Wayne’s Music 8/9 June 2013. Forgotten songs from the 60s.
‘Dream Baby’ Roy Orbison with his hit in 1961. Dream Baby" was a huge influence on John Lennon. Lennon once admitted that when he was writing the hit "Please, Please Me", he tried to mimic what he heard when he listened to "Dream Baby".
‘Tell Him No’ - The Jackson Brothers (not to be confused with The Jackson 5 some of whom would be very young when this was recorded).
‘He’s Old Enough To Know Better’ The Crickets
‘Cause I Love You’ a duet with Carla Thomas and her father, Rufus Thomas with brother Marvell on keyboards,.
‘Cry To Me’ the late Solomon Burke, one of the founding fathers of soul music released over 38 albums during the 55 years that he performed professionally.

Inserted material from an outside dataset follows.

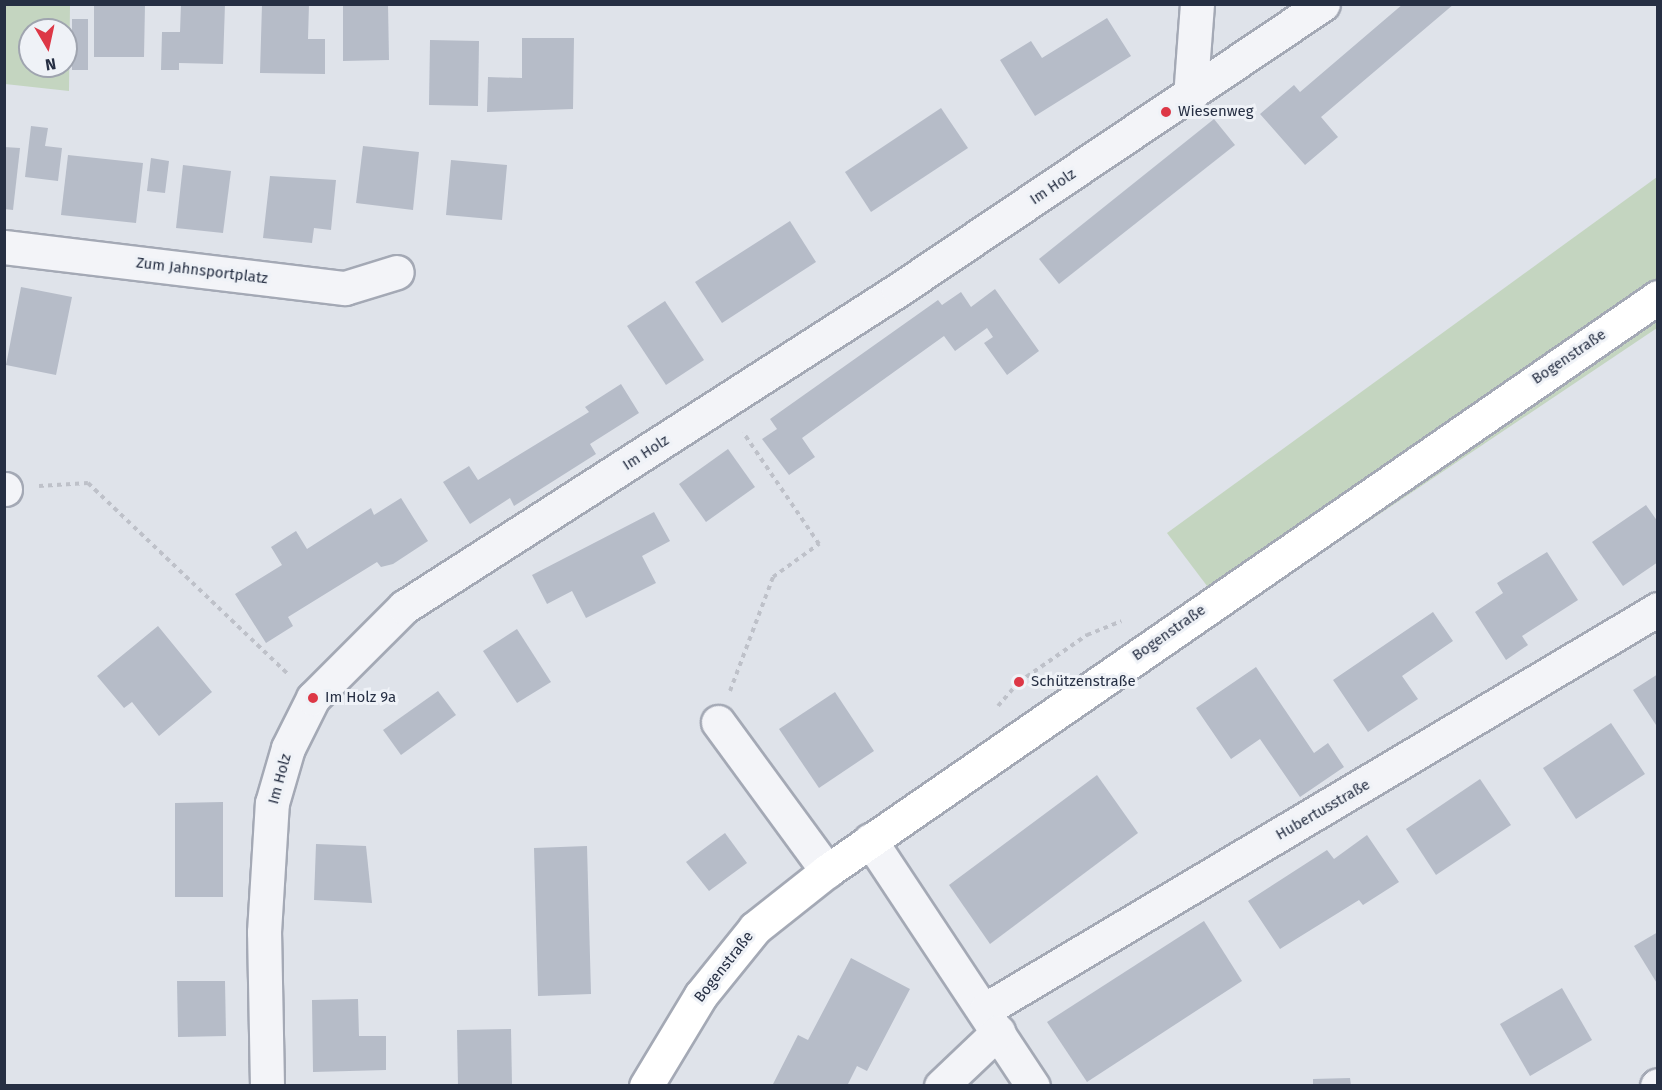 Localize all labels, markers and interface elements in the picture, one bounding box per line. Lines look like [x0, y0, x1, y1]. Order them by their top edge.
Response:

‘Devil Or Angel’ The Hollywood Flames, a very popular Rhythm and Blues vocal group in the 50s with several hits between 1949 and 1966
‘Jambalaya (On The Bayou)’ Fats Domino with the Hank Williams song named after a Creole and Cajun dish –
‘The Honeydripper Pt 1’ King Curtis, a bandleader, composer, alto, soprano and tenor sax player extraordinaire …
‘You Better Move On’ Arthur Alexander – the man who influenced the Beatles
‘Nine Hundred Miles’ Nina and Frederik –
‘Young World’ Ricky Nelson, the second son of the big band leader Ozzie Nelson and band singer Harriet Nelson … he was once described as “an odd little kid” because of his shyness, and he suffered terribly from severe asthma … but the world watched him grow into a handsome, talented pop star through his parents Television show over a 14 year period.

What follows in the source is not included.